Defining good bad bots

Forum Moderators: open

Message Too Old, No Replies

Defining good bad bots

smallcompany

6:00 pm on Feb 27, 2008 (gmt 0)

So, we find a bot not obeying robots.txt and we can say “bad bot”.

But in general, how do you distinguish between good and bad? What makes you decide to ban a certain IP?

I could think of:

- lack of respect for robots.txt,
- crawling speed and amount of pages loaded at the moment
- what else?

Or, for example, how do you know that so and so bot is a content scraper?

I am totally new to this and that is where my questions are coming from. I’ve never really truly analyzed my web logs, but want to. Just still not sure about good web logs analytics software.

digitalv

2:45 am on Feb 29, 2008 (gmt 0)

Here is one idea - you make a page that only exists for one purpose: to ban any IP addresses that access it, and shoot you an email alerting you of the action. You can do this through .htaccess if you're linux/unix hosted, or just write it to a text file or database if you're windows and make sure you have an include that's on all pages that checks to see if the visitor's IP is in the database and if so redirect them to a page that tells them they're locked out.

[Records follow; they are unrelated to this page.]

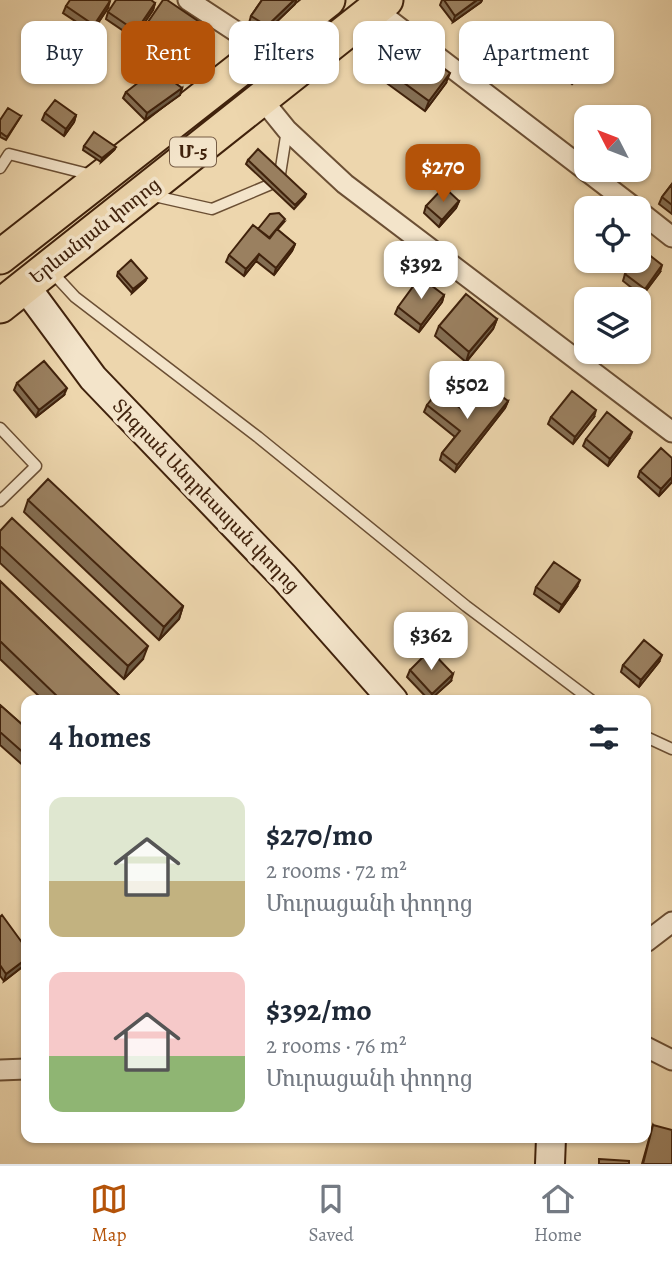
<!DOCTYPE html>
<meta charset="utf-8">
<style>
body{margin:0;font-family:Alegreya,"Noto Serif Armenian",serif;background:#f2f2f3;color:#1f2937;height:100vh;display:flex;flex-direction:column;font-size:26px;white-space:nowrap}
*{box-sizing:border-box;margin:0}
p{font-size:23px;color:#747a83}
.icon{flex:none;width:38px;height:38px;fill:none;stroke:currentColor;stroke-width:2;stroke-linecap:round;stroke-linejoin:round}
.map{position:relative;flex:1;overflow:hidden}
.panel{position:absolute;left:21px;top:695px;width:630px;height:448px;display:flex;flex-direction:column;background:#fff;border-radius:14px;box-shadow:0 2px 5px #0004}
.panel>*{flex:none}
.top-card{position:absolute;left:21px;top:21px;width:630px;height:63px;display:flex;gap:14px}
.needle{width:46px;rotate:312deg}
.buttons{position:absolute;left:574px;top:105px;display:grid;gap:14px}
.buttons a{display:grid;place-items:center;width:77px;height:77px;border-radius:14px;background:#fff;box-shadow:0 2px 5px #0004;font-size:35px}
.price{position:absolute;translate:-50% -60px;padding:0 16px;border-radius:14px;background:#fff;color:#222;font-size:23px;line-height:46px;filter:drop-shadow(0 2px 4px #0008)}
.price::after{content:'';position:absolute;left:50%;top:42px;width:21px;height:16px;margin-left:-10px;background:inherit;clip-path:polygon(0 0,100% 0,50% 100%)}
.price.on{background:#b45309;color:#fff}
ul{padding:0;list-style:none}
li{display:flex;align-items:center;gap:21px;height:175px;padding:0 28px}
li span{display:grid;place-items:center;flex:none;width:196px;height:140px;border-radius:14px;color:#555}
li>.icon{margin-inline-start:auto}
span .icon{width:84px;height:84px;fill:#fffc;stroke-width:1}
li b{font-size:30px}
h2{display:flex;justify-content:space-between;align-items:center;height:84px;padding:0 28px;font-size:30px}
.chip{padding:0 24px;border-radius:14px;background:#fff;box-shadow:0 2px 5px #0004;font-size:24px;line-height:63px}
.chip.on{background:#b45309;color:#fff}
.tabs{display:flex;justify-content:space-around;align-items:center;height:98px;border-top:2px solid #e0e1e3;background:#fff;font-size:19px;color:#747a83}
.tabs a{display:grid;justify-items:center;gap:4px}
.tabs .on{color:#b45309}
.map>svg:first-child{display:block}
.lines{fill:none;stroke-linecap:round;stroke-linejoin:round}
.service-casing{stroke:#6b4f34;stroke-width:13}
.minor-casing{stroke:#6b4f34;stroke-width:23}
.secondary-casing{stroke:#40220c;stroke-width:32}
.trunk-casing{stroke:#40220c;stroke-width:37}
.service{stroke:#f3e4ca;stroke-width:10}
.minor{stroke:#f3e4ca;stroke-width:19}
.secondary{stroke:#f3e4ca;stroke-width:28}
.trunk{stroke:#edd6ad;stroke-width:33}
.wall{fill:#846e53;stroke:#40220c;stroke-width:2}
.shaded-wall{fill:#6c5a43;stroke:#40220c;stroke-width:2}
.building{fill:#9a8060;stroke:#40220c;stroke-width:2}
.labels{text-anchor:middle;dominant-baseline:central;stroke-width:7;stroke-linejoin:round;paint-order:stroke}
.shield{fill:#f3e4ca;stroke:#765c45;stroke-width:2}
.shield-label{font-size:18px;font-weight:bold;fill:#40220c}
.street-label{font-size:19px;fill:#40220c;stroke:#f3e4ca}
</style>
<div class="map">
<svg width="672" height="1164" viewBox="0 0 672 1164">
<rect width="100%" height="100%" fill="#edd6ad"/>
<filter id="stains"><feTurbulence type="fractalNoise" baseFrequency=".00286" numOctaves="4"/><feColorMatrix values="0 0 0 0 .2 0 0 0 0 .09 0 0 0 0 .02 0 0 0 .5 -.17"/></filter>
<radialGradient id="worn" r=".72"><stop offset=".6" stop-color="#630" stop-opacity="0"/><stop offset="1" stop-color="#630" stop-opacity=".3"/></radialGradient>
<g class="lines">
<defs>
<path id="service" d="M0,168L9,154L92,175
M280,174L287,130
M150,195L212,209L269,185
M51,271L75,297L258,437L466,606L591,700
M0,428L36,466L0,501
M646,737L672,749"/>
<path id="minor" d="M188,0L264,50
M375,9L635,208
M261,98L287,130L345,184L672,432
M639,211L672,237
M646,942L672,922
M646,1047L672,1060
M0,1070L26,1069"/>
<path id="secondary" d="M25,286L93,378L284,577L393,700
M550,1164L551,1138"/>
<path id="trunk" d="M0,257L328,0
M0,306L386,0"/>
</defs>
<!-- service casing -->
<use href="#service" class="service-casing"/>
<!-- minor casing -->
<use href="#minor" class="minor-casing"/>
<!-- secondary casing -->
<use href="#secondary" class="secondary-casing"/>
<!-- trunk casing -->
<use href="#trunk" class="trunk-casing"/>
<!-- service -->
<use href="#service" class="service"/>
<!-- minor -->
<use href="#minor" class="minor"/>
<!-- secondary -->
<use href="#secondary" class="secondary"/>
<!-- trunk -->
<use href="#trunk" class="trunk"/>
</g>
<!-- wall -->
<path class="wall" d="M262,0H296L295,4L265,33L249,23L251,16Z
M442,0H482L481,2L453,22L440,5Z
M155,3L153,10L134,38L106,19L108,12Z
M66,6L108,8L92,32L63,13Z
M194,31L169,68L135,45L139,35Z
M597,53L594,60L572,84L557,70L560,63Z
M385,69L446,83L425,111L381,79Z
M182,88L180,95L145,120L123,98L126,92Z
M45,113L76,115L74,122L64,136L42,120Z
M21,116L6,140L0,137V120Z
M84,146L114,150L101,162L83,150Z
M248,160L306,194L305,197L294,209L246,164Z
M610,170H622L617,175Z
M672,184V214L659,204L662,197Z
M459,201L456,208L439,227L424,213L426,206Z
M284,222L277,230L295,244L292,251L274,275L256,261L244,276L226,262L229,255L258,229Z
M118,272L145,281L132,293L117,276Z
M660,272L642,296L623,281L625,274Z
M444,295L442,302L419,332L395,314L398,307Z
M497,319L493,329L466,362L435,336L439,326Z
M17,383L64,395L36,417L14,390Z
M508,401L505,408L455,472L440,460L442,453L455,437L424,412L427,405L468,414Z
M551,417H594L573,444L548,424Z
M586,439H629L608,466L583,446Z
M672,458V482L659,496L638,477L640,471Z
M28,500L183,606L179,619L159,640L24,512Z
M0,531L143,659L124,679L0,563Z
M0,581L124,700H43L0,659Z
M536,587H577L559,612L534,594Z
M659,662L639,687L621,672L623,665Z
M410,670L451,681L429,700L407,677Z
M0,705L26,728V768L0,745Z
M0,917L26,948V964L4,981L0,976Z
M653,1125L672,1164H642Z"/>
<!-- shaded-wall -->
<path class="shaded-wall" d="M294,0H296L295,4L265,33L267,26Z
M477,0H482L481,2L453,22L455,16Z
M110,1L108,8L92,32L94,25Z
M155,3L153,10L134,38L136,31Z
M198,21L194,31L169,68L172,58Z
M597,53L594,60L572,84L575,77Z
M450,73L446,83L425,111L429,101Z
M182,88L180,95L145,120L147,113Z
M76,115L74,122L64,136L66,129Z
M116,147L114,150L101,162L102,158Z
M459,201L456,208L439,227L442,220Z
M295,244L292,251L274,275L276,268Z
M259,254L256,261L244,276L246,269Z
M662,265L660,272L642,296L645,289Z
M147,278L145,281L132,293L133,289Z
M444,295L442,302L419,332L421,325Z
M497,319L493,329L466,362L469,352Z
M67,388L64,395L36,417L39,410Z
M508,401L505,408L455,472L457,465Z
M596,410L594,417L573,444L575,437Z
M632,432L629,439L608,466L610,459Z
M672,477V482L659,496L661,489Z
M580,580L577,587L559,612L562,605Z
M183,606L179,619L159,640L164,627Z
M148,646L143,659L124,679L128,666Z
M662,655L659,662L639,687L641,680Z
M453,674L451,681L430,700L432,694Z
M26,959V964L4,981L6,974Z"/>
<!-- building -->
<path class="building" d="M70,0H108L110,1L94,25L66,6Z
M116,0H151L155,3L136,31L108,12Z
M163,0H167L198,21L172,58L139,35Z
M262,0H294L267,26L251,16Z
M444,0H477L455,16Z
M406,40L450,73L429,101L385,69Z
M581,40L597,53L575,77L560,63Z
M156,69L182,88L147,113L126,92Z
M55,100L76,115L66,129L45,113Z
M8,108L21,116L7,137L0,132V120Z
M94,132L116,147L102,158L84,146Z
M258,149L306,194L295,205L248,160Z
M672,184V205L662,197Z
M444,187L459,201L442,220L426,206Z
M279,213L285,219L269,238L258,229L270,214Z
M253,225L270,238L277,229L295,244L276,268L259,254L246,269L229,255Z
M643,250L662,265L645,289L625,274L635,261H639V256Z
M131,260L147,278L133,289L118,272Z
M420,277L444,295L421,325L398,307Z
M466,294L497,319L469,352L439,326Z
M44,361L67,388L39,410L17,383Z
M489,387L508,401L457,465L442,453L460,431L427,405L438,391L468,414Z
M572,391L596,410L575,437L551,417Z
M607,412L632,432L610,459L586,439Z
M661,448L672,458V477L661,489L640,471Z
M48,479L183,606L164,627L28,500Z
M12,518L148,646L128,666L0,546V531Z
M554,562L580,580L562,605L536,587Z
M0,581L124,700H61L0,641Z
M644,640L662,655L641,680L623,665Z
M430,650L453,674L432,694L410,670Z
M0,705L26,728V755L0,732Z
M2,915L26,948V959L6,974L0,965V917Z
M653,1125L672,1130V1164H643Z
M599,1159L629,1161V1164H599Z"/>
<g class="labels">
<!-- shield labels -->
<rect class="shield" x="170" y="137.5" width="46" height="29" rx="5"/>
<g class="shield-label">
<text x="193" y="152">Մ-5</text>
</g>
<!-- street labels -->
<g class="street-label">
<text transform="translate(95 231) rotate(-38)">Երևանյան փողոց</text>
<text transform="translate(206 496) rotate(46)">Տիգրան Անդրեասյան փողոց</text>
</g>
</g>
<rect width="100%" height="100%" filter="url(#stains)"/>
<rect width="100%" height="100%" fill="url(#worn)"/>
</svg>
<div class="buttons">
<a><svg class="needle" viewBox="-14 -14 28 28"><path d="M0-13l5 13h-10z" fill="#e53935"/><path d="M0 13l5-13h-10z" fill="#747a83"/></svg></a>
<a><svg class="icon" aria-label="locate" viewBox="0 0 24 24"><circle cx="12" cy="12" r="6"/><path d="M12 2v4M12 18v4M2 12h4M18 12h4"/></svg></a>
<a><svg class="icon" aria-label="layers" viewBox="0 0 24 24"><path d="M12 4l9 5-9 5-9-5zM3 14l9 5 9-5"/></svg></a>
</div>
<b class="price on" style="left:443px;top:204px">$270</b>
<b class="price" style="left:421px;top:301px">$392</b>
<b class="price" style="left:467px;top:421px">$502</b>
<b class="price" style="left:431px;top:672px">$362</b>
<div class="top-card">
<a class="chip">Buy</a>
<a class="chip on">Rent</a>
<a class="chip">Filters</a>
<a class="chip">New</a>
<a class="chip">Apartment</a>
</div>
<section class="panel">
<h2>4 homes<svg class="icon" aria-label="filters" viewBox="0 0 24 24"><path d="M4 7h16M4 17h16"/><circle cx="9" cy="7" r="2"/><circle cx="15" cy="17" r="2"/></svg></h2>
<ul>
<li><span style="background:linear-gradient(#dfe7d0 60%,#c2b280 0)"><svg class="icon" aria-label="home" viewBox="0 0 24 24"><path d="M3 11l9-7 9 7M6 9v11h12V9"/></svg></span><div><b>$270/mo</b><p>2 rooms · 72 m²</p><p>Մուրացանի փողոց</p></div></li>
<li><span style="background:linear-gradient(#f6c9c9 60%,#8fb573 0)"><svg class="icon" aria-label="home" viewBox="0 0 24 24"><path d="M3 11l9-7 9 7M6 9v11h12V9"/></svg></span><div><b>$392/mo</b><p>2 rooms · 76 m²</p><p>Մուրացանի փողոց</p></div></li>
</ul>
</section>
</div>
<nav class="tabs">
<a class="on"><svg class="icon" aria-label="map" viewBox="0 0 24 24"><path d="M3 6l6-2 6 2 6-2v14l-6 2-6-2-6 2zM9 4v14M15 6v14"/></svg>Map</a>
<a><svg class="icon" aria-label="saved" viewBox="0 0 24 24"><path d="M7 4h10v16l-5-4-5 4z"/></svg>Saved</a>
<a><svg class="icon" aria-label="home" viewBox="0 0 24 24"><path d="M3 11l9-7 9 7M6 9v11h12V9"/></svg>Home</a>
</nav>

Basically if you go to this page, you get banned, period. Write the code for this, test it so you know it works, but then comment out the execution of the actual ban so it's not "live" just yet.

The next step is to add this page to your robots.txt marked as page that should NOT BE SPIDERED. Wait a few weeks before you do anything else just to make sure that any legit search engines that spider your site have had time to revisit and grab a new robots.txt - sometimes they go off a cached version so you don't want to be blocking legitimate search engines.

Once you're confident that all of the search engines have your newest robots.txt, turn on the code so the ban functions are live. Then the next step is to make a hidden link (using style="display:none;" is fine) to this page from every page on your site.

Still with me? Basically what you've done here is forced everyone to respect robots.txt - if a spider comes in that ignores it, it will attempt to crawl the URL to your auto-ban page as well, immediately locking itself out of your site. And since you coded the ban page to send you an email, you'll know right away if it happens.

On the back-end you can set expirations for the ban, etc., whatever you want to do. Usually 24 hours is enough, but you may want to go longer or go permanent. Whatever you do, do not TELL the banned visitor how long they are banned for, otherwise they'll just update their bots to revisit you one page at a time if they're really determined.

If you want, you can take this a step further by making 20-25 different auto-ban pages, and put them all in robots.txt, but only have one of them actually executing a ban at a time. This way you can rotate which page is doing the actual banning to thwart any scrapers who may be manually reviewing your pages and figure out how you banned them the first time.

jdMorgan

3:04 am on Feb 29, 2008 (gmt 0)

Good info, except for this:
> redirect them to a page that tells them they're locked out.

Return a 403-Forbidden status, but no additional information. Knowledge is power, so don't give any away.

If you return 403-Forbidden response for any other reasons --outside of the function described above-- then you may want to write the custom 403-Forbidden page in a neutral tone, and provide a link to another page for more information. This keeps your 403 response page short so as not to waste your bandwidth on bad-bots.

Obviously, even banned visitors must be allowed to view both of these pages. On the linked page, write a semi-apologetic message saying that there has been a problem, and to contact you if they need help. Provide a text-only link to an e-mail form (also accessible to banned clients and Disallowed in robots.txt) that submits to a very-well-locked-down e-mail script. None of the bad guys will bother, while you may get messages from a few innocent visitors who got banned due to errors in your script (for example, there are client browsers which don't handle all CSS coding variations properly -- notably mobile browsers, so you may trap a few innocents).

However, in all of this, do not give away any information that may aid the scrapers that you've trapped. Tell them there was a problem and access was denied. Don't say they're banned, or for how long. Don't say why. It's hard to write a custom 403 error page for innocent people *and* for hardened site abusers, but it can be done. :)

Jim

smallcompany

7:08 am on Feb 29, 2008 (gmt 0)

First of all – thank you so much. I really appreciate it. :)

I bookmarked this thread.
I will be studying this and searching through the web before I get back with additional questions (I am sure I’ll have to).

I am so positive about all what comes once you’ve published your site out there. I mean, so many people base their business on web site(s), and yet, they don’t know what web logs are. I won’t comment any further.

I started diving into this part by learning how to return 404. At the beginning, my custom 404 was actually returning 200. I fixed that with PHP.
Then I made my custom 404 to email me basic data.
Once seeing what was all coming to my site, I started thinking “infinite”.

…and I am very happy for it since I like this type of work. Just in right time when PPC started killing my soul.

Many thanks to WW and folks like you.